Memorial Day is coming up, and you and your friends decide to take advantage of the long weekend by taking a road trip to Miami. But when you go to rent a car, you discover it’s a lot more expensive for all of you to be listed as drivers on the rental contract. You’re traveling on a budget, so you agree to let your friend Taylor be the designated driver for the weekend.
You arrive in Miami and quickly get into vacation mode–taking full advantage of the beach, the food and the night life. But one night, you go out dancing, and Taylor has way too much to drink. There’s no way he can drive you back to the hotel. You’ve only had one drink, so he gives you the keys.

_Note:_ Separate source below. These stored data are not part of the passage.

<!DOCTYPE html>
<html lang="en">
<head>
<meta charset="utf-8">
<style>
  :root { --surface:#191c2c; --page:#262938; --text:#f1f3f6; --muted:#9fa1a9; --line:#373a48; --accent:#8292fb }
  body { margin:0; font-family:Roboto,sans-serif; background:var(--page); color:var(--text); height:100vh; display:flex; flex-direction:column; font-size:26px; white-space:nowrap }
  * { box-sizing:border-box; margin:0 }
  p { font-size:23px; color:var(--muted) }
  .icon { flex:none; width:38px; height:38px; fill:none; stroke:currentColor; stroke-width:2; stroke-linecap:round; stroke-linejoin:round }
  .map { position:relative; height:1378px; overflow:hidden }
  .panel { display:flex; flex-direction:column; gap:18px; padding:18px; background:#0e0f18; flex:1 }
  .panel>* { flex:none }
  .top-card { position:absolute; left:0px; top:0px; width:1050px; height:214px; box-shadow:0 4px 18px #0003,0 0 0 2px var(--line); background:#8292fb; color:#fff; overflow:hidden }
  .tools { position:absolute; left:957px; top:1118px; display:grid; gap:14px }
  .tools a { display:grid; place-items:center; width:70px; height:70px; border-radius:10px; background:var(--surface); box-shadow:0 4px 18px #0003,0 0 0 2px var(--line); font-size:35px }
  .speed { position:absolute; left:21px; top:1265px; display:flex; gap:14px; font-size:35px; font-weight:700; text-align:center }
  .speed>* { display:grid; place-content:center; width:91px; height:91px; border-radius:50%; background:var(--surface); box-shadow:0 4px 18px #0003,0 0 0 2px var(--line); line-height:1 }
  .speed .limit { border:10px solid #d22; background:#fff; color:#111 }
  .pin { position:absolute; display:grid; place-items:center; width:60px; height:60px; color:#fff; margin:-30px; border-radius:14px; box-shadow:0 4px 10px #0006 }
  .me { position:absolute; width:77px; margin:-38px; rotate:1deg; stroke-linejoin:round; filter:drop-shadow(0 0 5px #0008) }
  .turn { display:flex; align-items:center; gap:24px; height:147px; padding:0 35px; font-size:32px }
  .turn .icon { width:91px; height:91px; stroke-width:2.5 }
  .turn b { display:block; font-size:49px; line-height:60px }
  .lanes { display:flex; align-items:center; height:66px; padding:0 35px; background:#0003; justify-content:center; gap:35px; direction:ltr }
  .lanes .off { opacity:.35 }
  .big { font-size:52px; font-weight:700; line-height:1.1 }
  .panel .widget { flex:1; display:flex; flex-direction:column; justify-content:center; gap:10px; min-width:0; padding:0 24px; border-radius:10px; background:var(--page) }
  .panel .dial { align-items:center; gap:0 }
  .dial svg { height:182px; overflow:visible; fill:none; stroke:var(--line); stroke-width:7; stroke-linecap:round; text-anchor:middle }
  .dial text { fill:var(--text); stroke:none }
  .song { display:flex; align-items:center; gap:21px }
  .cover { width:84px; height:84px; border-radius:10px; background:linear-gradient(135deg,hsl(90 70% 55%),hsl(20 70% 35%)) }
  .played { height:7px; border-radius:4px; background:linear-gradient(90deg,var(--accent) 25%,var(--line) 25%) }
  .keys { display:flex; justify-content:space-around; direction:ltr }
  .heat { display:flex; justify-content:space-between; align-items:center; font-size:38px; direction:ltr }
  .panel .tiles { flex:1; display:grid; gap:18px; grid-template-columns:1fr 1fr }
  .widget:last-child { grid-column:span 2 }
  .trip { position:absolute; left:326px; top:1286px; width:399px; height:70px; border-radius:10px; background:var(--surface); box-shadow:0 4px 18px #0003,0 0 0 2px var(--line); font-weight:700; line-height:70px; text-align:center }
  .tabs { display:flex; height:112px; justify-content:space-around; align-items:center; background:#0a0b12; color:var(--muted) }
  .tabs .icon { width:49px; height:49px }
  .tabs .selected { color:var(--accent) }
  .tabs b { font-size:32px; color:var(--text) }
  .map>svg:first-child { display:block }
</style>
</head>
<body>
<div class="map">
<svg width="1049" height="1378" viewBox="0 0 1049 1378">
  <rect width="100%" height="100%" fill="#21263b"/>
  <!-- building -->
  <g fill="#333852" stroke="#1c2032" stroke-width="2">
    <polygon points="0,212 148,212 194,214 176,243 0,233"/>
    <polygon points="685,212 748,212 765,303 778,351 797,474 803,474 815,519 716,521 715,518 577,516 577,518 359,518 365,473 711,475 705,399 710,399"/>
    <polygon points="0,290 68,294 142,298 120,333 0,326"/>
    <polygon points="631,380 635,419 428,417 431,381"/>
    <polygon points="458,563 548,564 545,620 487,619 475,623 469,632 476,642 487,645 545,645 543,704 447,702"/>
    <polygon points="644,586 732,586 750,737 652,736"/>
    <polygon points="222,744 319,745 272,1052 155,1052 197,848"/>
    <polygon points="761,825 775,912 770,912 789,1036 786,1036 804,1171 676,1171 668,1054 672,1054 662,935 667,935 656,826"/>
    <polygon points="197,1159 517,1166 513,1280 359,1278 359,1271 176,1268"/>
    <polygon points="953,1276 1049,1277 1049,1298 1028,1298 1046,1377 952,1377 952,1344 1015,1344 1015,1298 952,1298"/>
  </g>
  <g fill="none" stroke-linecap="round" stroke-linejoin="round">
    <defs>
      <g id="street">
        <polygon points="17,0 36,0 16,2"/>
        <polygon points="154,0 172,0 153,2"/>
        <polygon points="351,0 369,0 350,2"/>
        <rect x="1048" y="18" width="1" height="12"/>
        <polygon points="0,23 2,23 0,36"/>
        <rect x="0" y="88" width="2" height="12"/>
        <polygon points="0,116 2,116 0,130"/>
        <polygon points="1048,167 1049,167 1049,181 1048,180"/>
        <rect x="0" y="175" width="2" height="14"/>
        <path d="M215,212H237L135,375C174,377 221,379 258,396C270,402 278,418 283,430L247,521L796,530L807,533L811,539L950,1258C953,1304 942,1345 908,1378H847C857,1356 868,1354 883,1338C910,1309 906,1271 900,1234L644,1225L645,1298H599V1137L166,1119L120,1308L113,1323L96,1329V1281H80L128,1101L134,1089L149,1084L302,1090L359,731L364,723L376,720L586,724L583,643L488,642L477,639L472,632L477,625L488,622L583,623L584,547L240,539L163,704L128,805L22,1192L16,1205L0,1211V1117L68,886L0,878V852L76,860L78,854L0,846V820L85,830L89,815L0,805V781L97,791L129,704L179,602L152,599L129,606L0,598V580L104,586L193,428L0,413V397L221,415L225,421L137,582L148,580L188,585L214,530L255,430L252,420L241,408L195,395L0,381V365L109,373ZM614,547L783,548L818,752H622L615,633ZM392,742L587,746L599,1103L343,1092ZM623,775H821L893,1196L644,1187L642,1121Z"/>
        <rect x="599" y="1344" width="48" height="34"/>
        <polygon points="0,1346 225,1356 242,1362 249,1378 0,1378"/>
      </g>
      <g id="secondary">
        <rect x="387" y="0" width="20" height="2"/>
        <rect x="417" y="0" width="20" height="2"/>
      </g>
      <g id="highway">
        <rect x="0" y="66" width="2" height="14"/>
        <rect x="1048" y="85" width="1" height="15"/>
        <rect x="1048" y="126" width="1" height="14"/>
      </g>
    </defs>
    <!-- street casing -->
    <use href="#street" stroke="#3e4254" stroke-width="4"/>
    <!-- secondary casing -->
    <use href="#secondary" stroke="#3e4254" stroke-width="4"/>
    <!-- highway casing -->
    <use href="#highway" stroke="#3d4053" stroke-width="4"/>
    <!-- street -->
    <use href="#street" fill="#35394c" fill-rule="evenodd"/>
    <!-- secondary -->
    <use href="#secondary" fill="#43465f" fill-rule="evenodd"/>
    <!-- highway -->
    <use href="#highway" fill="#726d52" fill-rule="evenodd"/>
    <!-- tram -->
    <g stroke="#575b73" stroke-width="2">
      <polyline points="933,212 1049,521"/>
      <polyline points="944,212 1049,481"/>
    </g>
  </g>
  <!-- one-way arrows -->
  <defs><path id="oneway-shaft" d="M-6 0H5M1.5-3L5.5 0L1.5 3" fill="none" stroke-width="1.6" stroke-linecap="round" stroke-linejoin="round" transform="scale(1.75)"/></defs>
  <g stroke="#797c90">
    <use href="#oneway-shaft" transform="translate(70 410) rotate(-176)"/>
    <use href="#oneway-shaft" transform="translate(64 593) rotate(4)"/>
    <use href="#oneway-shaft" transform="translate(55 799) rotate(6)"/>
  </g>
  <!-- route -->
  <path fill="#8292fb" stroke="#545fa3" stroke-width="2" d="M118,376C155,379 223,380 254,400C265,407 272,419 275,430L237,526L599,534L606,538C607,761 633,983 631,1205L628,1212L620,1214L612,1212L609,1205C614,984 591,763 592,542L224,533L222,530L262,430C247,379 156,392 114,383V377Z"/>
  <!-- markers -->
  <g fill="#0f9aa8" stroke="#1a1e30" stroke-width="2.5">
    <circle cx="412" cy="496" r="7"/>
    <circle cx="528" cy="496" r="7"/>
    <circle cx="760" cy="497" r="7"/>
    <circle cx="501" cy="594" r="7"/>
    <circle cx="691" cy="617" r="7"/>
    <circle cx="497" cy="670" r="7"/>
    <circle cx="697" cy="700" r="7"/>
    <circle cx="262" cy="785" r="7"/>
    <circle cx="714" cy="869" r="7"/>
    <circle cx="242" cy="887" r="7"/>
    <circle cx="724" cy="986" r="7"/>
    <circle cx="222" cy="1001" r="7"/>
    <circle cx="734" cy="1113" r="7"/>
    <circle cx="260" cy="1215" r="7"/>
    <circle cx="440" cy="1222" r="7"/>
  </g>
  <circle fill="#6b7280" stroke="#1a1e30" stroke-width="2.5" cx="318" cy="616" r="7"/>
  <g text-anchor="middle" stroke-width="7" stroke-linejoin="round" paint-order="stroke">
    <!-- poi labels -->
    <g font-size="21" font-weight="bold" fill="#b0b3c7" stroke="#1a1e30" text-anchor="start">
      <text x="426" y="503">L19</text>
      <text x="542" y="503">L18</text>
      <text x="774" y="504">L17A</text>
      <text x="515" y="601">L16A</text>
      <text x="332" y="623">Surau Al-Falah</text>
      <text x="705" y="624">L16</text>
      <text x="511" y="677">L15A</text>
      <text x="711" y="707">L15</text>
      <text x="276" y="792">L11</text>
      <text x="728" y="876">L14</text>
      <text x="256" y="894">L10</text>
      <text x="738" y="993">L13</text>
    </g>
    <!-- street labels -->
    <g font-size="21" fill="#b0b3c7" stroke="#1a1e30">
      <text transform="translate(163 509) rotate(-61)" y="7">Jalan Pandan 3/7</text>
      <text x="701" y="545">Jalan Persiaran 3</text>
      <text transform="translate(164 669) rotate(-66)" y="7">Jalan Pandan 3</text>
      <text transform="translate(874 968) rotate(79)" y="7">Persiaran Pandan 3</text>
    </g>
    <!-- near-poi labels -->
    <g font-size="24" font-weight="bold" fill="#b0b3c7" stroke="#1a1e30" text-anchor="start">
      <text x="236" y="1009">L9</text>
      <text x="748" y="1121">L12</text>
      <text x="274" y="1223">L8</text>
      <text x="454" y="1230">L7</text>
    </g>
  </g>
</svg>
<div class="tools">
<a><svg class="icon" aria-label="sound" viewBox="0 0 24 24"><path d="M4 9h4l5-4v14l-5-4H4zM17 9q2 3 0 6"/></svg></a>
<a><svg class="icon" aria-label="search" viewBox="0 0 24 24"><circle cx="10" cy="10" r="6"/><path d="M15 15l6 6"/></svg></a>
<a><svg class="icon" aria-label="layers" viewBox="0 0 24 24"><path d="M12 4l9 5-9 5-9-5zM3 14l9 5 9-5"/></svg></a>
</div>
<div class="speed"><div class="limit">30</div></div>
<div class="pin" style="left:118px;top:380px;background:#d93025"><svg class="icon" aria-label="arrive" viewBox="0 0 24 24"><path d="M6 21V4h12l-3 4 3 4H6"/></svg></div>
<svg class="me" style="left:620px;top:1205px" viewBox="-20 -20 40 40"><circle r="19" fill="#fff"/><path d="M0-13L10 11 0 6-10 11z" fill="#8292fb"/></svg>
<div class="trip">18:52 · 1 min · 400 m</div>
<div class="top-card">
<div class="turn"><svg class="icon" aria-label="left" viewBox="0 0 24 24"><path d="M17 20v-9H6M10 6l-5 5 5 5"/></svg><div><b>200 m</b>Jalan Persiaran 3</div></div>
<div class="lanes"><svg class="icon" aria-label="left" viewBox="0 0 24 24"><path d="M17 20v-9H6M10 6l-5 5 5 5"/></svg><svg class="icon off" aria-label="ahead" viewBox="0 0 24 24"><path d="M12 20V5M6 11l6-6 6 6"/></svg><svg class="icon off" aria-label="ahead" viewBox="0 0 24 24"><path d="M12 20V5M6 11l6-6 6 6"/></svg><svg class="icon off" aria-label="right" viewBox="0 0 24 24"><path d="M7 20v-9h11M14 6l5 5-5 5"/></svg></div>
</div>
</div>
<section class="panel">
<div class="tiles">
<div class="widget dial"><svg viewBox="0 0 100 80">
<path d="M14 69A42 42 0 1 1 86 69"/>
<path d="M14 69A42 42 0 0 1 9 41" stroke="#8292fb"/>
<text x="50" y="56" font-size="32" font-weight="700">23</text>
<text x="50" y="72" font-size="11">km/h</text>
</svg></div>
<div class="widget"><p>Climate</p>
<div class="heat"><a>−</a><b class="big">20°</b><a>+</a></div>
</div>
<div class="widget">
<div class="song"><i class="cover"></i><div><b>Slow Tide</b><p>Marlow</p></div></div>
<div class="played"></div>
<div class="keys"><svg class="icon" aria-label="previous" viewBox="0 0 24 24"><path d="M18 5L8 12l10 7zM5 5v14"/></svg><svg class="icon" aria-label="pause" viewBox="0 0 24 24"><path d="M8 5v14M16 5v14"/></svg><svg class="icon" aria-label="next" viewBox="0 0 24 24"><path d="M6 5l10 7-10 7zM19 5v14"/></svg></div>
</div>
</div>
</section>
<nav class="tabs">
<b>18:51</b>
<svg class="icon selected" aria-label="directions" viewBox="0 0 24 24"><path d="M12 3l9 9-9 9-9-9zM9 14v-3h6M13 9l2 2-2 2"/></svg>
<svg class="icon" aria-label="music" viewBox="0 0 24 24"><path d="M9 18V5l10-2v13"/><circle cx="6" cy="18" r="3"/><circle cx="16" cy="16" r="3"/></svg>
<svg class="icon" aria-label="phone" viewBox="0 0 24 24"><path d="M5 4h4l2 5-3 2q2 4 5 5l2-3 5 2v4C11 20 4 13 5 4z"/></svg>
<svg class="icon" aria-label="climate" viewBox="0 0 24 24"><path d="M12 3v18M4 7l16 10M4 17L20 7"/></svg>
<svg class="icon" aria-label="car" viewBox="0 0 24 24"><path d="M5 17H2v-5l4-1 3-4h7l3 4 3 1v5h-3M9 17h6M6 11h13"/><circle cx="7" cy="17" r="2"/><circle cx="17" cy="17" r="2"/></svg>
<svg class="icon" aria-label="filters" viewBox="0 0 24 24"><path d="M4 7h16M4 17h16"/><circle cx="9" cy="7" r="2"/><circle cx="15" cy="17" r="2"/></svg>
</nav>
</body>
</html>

On the drive back, however, the police pull you over. When they realize you’re not an authorized driver on the rental contract, they decide to search your car. In the glove compartment, they find a marijuana joint. You were trying to do the responsible thing by offering your friends a sober ride home, but now you’re spending the night in jail–and facing drug charges.
You may think you’re out of luck, but there’s one key question you should ask yourself: did the police officer have the authority to search your car in the first place? The answer is “no.”
According to a recent ruling by the U.S. Supreme Court, if you’re driving a rental car which the authorized driver gave you permission to use–even if you’re not listed on the rental contract–you can expect the same Fourth Amendment protection from unreasonable search and seizure as anyone else.
The Court found that by driving another person’s vehicle with permission, you are considered to have “lawful possession and control” of the vehicle and thereby have the power to exclude an officer or anyone else from access to it.
This Supreme Court decision has a positive impact on an individual’s right to privacy in a rental car. Any evidence of illicit activity that was discovered as a result of an unlawful search would not be permissible in court. This ruling can create a powerful advantage for a defendant.